Polemik & Kulis
24 Şub 2015 10:26 Son Güncelleme: 23 Kas 2018 17:04

Ümit Kıvanç Radikal'e geri döndü!

Köşe yazarlığına Radikal'de başlayan, 28 Şubat'ta askerin tepkisini çeken ve gazetesinin sansürüne uğrayınca istifa eden Ümit Kıvanç Radikal'e geri döndü.

Gazeteci, yazar ve belgeselci Ümit Kıvanç bundan böyle haftada iki gün yazılarıyla Radikal'de okurlarla buluşacak, Türkiye'nin önemli konularıyla ilgili farklı bakış açıları ortaya koyacak.

Radikal gazetesi, Kıvanç'ı "evine döndü" başlıklı bir yazı ile ve "Türkiye'nin kıymetli yazarlarından biri olan Ümit Kıvanç" anonsu ile okurlarına duyudu.

Gazeteciliğe Milliyet gazetesinde başlayan, Cumhuriyet, Radikal, Nokta dergisi ve Taraf'ta çalışan, Birikim dergisinde yazan, 1990'ların ortalarında Radikal'den istifa ettikten sonra kısa ve belgesel filmler yapmaya başlayan Kıvanç, günlük yazılarına riyatabirleri.blogspot.com adresinde devam ediyordu.

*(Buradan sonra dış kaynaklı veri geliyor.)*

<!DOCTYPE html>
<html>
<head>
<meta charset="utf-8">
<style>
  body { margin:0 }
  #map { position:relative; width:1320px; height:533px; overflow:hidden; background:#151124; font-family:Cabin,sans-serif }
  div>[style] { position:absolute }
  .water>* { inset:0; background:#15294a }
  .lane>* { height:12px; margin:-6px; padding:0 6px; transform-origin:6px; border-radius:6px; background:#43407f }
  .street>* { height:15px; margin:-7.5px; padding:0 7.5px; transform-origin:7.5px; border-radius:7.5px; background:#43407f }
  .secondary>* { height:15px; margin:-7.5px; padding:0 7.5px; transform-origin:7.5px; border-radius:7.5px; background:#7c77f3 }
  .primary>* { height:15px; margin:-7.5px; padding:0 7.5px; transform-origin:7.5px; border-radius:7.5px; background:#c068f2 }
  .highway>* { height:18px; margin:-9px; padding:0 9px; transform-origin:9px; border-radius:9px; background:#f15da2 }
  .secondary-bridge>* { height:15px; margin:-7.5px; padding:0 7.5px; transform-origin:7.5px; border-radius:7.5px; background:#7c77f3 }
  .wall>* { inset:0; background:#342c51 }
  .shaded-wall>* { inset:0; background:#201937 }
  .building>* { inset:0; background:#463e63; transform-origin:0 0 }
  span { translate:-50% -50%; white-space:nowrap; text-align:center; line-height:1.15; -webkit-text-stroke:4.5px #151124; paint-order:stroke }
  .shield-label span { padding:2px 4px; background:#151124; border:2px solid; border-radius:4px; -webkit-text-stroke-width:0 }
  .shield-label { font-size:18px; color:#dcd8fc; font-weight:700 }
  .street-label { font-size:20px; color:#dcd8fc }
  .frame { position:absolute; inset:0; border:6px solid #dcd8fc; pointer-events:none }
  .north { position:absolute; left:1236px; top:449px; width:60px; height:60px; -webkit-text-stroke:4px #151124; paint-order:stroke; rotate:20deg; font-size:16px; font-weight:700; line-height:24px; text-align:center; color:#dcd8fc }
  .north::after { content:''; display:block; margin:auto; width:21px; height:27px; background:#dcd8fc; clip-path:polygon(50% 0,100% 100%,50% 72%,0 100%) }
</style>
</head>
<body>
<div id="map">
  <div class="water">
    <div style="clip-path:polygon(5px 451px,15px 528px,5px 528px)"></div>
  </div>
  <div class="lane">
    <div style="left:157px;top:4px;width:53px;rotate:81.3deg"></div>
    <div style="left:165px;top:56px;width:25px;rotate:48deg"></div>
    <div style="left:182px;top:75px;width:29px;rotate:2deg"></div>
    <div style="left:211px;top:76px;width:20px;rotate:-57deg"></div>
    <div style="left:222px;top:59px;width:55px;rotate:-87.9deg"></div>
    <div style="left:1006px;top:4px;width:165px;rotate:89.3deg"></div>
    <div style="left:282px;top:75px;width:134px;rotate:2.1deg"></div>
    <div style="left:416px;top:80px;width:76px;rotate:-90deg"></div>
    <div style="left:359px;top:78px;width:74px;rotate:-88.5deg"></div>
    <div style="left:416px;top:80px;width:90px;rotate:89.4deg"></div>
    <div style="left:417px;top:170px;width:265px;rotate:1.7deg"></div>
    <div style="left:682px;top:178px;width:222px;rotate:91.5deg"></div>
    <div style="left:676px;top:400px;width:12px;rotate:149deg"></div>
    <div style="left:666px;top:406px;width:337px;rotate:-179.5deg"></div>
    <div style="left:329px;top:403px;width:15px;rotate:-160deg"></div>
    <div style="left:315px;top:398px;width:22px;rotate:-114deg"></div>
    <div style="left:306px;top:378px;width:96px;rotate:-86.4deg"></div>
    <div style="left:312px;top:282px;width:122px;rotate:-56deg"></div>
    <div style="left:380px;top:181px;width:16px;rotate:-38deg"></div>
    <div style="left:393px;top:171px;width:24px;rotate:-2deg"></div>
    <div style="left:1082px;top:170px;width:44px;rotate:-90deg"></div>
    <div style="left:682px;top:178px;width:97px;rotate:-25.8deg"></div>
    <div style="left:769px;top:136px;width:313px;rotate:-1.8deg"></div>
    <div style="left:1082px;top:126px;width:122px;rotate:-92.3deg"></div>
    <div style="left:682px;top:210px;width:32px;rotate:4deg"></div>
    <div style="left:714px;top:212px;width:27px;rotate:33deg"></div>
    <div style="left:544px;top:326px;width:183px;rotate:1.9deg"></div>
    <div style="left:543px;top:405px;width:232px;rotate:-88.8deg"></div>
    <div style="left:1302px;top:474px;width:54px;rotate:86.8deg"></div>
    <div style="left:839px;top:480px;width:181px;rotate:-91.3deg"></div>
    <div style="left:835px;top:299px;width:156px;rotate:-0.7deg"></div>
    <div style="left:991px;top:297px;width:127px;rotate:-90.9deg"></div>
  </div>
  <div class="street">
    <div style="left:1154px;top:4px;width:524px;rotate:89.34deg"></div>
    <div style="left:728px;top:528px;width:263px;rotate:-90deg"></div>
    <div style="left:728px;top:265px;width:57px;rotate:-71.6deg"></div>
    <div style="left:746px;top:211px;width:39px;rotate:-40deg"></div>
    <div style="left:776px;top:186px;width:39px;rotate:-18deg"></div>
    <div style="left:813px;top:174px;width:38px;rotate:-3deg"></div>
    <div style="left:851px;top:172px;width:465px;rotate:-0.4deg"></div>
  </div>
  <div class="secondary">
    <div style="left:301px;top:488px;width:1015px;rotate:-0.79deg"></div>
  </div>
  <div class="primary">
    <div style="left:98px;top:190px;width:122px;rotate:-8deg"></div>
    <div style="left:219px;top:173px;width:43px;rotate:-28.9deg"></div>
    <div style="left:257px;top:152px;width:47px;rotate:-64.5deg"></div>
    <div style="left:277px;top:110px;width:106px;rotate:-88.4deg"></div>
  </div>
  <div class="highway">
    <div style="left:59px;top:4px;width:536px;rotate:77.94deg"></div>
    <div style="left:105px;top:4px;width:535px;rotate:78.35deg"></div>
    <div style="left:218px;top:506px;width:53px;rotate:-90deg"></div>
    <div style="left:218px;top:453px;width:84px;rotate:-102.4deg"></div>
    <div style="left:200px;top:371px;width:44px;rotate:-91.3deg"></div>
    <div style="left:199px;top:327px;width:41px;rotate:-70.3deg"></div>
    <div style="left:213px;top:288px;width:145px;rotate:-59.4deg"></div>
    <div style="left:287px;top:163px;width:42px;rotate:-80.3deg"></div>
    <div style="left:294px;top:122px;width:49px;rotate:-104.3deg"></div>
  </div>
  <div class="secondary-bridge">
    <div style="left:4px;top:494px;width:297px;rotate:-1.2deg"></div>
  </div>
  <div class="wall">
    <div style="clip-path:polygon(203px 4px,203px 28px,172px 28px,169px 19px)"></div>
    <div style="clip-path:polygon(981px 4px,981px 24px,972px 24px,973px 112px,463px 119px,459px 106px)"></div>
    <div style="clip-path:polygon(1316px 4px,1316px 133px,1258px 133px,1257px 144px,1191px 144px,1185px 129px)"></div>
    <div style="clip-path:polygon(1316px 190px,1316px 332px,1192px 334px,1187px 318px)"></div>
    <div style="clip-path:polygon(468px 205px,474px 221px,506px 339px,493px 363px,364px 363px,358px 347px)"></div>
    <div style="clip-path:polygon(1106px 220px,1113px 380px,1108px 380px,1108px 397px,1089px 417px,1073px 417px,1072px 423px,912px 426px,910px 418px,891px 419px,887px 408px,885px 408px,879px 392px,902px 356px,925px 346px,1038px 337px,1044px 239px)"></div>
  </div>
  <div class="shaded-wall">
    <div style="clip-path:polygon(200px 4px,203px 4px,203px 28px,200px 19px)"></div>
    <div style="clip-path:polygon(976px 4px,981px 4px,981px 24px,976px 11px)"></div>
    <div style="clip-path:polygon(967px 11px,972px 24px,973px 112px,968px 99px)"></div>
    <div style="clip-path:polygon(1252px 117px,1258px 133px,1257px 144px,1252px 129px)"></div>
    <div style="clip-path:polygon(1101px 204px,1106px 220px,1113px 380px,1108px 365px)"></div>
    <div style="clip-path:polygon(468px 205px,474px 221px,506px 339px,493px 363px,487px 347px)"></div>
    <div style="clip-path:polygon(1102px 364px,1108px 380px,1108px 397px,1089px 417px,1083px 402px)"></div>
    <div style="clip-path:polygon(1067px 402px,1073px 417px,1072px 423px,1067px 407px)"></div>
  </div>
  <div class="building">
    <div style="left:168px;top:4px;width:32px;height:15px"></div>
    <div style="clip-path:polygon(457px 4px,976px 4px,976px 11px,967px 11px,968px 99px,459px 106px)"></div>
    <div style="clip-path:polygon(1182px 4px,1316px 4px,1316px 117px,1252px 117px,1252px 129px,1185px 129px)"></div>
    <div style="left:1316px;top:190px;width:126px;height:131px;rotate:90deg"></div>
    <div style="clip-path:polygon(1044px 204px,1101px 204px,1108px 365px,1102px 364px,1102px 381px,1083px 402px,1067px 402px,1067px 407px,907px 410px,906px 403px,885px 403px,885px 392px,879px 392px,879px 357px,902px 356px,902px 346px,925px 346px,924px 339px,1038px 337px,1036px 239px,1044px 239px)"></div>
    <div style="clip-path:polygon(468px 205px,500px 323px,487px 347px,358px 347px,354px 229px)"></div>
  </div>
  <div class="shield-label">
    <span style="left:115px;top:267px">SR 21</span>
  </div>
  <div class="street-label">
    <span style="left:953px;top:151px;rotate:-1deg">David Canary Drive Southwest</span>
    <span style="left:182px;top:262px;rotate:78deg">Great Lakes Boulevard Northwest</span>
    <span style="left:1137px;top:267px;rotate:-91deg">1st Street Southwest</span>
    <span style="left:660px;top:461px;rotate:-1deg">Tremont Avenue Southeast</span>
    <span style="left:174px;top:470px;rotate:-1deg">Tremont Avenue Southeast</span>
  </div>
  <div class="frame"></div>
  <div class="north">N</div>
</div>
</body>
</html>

Dijital Radikal'de yazmaya başlayancak olan Kıvanç, yıllar önce ilk köşe yazısını da Radikal'de yazmıştı.

Radikal yazıişlerinin "Bir nevi evine geri döndü. Aramıza hoşgeldi." diyerek seslendiği Kıvanç gazete basılı yayına son verip dijitale geçtikten sonra kendi Radikal macerasını blogunda kaleme almış ve Mehmet Y. Yılmaz yönetimindeki gazetenin yazılarını nasıl sansürlediğini, yazı günü ve köşesinin yerini nasıl değiştirdiğini, buna tepki gösterip istifa ettikten yıllar sonra Radikal 2 ya da Radikal Futbol eklerinde bile yazılarına yer verilemediğini anlatmıştı.

İşte Kıvanç'ın blogunda kaleme aldığı Radikal gazetesi anılarından bir bölüm:

Kişisel tarih: "araştırmacı kamyonculuk"

Basılı Radikal'in yayın hayatına son vermesi dolayısıyla, ben de size Radikal maceramı anlatmak istiyorum. Bunları daha önce hiçbir yerde anlatmadığım için, basının gündelik tarihi gibi bir düzeyde anlam taşıyabilirler. Benim kişisel tarihim açısındansa epeyce önemliler. Çünkü aradaki Taraf parantezi dışında yaklaşık on yedi yıldır mesleğini yapamayan, aslında düpedüz iş verilmeyen bir gazeteciyim ve bu süreç Radikal'den ayrılışımla başlamıştı. (Taraf'taki mesaimi ne derece "iş" sayabilirim, bilmiyorum; beş sene yazdım, hiçbir zaman doğru dürüst aylık almadım, hep başka işler yapmak zorunda kaldım, ayrıldığımda iki buçuk yıllık alacağım içeride kaldı.)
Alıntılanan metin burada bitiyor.